ABOUT THIS TASK
Filter the entries for the word "button". Copy each line that has it.

PROVIDED MATERIAL
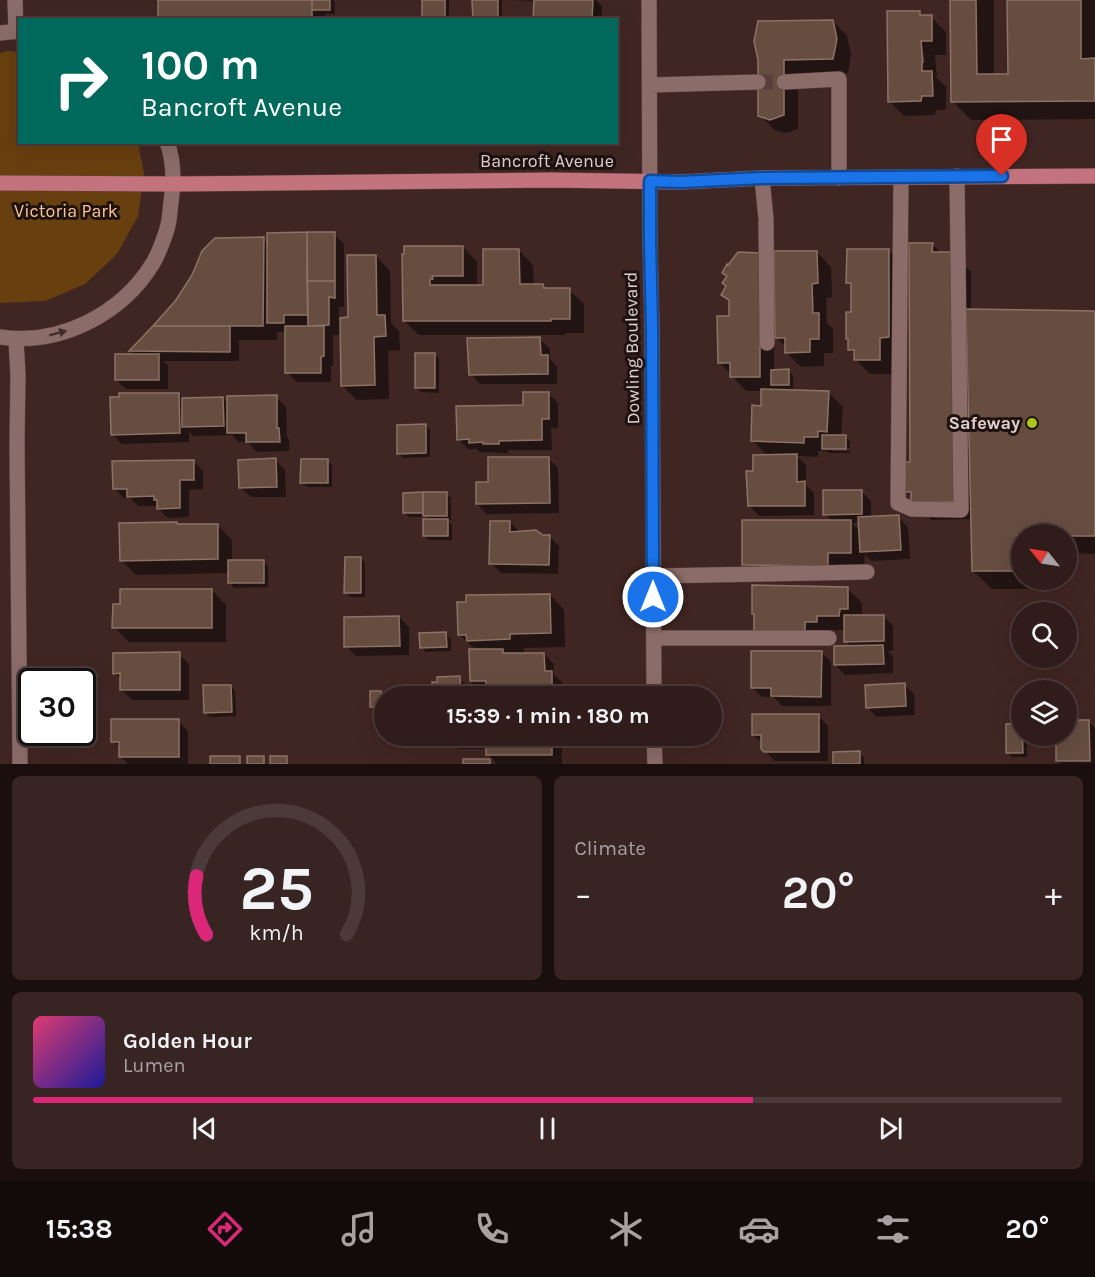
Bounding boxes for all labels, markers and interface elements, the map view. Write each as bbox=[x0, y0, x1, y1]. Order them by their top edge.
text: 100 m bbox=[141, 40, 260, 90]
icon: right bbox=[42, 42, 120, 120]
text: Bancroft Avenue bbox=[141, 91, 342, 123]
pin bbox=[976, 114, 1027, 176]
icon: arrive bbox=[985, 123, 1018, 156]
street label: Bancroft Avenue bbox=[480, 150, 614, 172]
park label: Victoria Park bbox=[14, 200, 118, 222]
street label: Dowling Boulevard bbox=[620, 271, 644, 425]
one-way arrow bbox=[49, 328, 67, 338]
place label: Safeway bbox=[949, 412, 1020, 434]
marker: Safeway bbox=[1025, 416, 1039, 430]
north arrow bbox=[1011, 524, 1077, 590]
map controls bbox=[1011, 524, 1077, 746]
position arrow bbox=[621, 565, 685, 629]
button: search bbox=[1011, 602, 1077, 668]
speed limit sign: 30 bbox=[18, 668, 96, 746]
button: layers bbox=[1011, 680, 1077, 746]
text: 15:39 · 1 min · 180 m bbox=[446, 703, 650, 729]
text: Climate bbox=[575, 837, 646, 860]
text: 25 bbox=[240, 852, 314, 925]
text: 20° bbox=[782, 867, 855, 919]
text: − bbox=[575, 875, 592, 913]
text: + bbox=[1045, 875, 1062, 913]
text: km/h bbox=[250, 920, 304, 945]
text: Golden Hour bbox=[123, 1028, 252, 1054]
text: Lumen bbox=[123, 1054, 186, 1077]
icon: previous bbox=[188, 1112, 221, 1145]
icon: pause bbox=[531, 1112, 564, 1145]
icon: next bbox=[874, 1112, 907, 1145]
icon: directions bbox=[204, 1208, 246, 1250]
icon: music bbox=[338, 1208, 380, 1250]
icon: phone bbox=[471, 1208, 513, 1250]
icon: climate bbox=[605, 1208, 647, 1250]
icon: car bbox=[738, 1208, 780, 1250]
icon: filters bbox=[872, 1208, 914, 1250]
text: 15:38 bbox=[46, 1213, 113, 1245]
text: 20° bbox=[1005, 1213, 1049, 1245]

TASK SOLUTION
button: search bbox=[1011, 602, 1077, 668]
button: layers bbox=[1011, 680, 1077, 746]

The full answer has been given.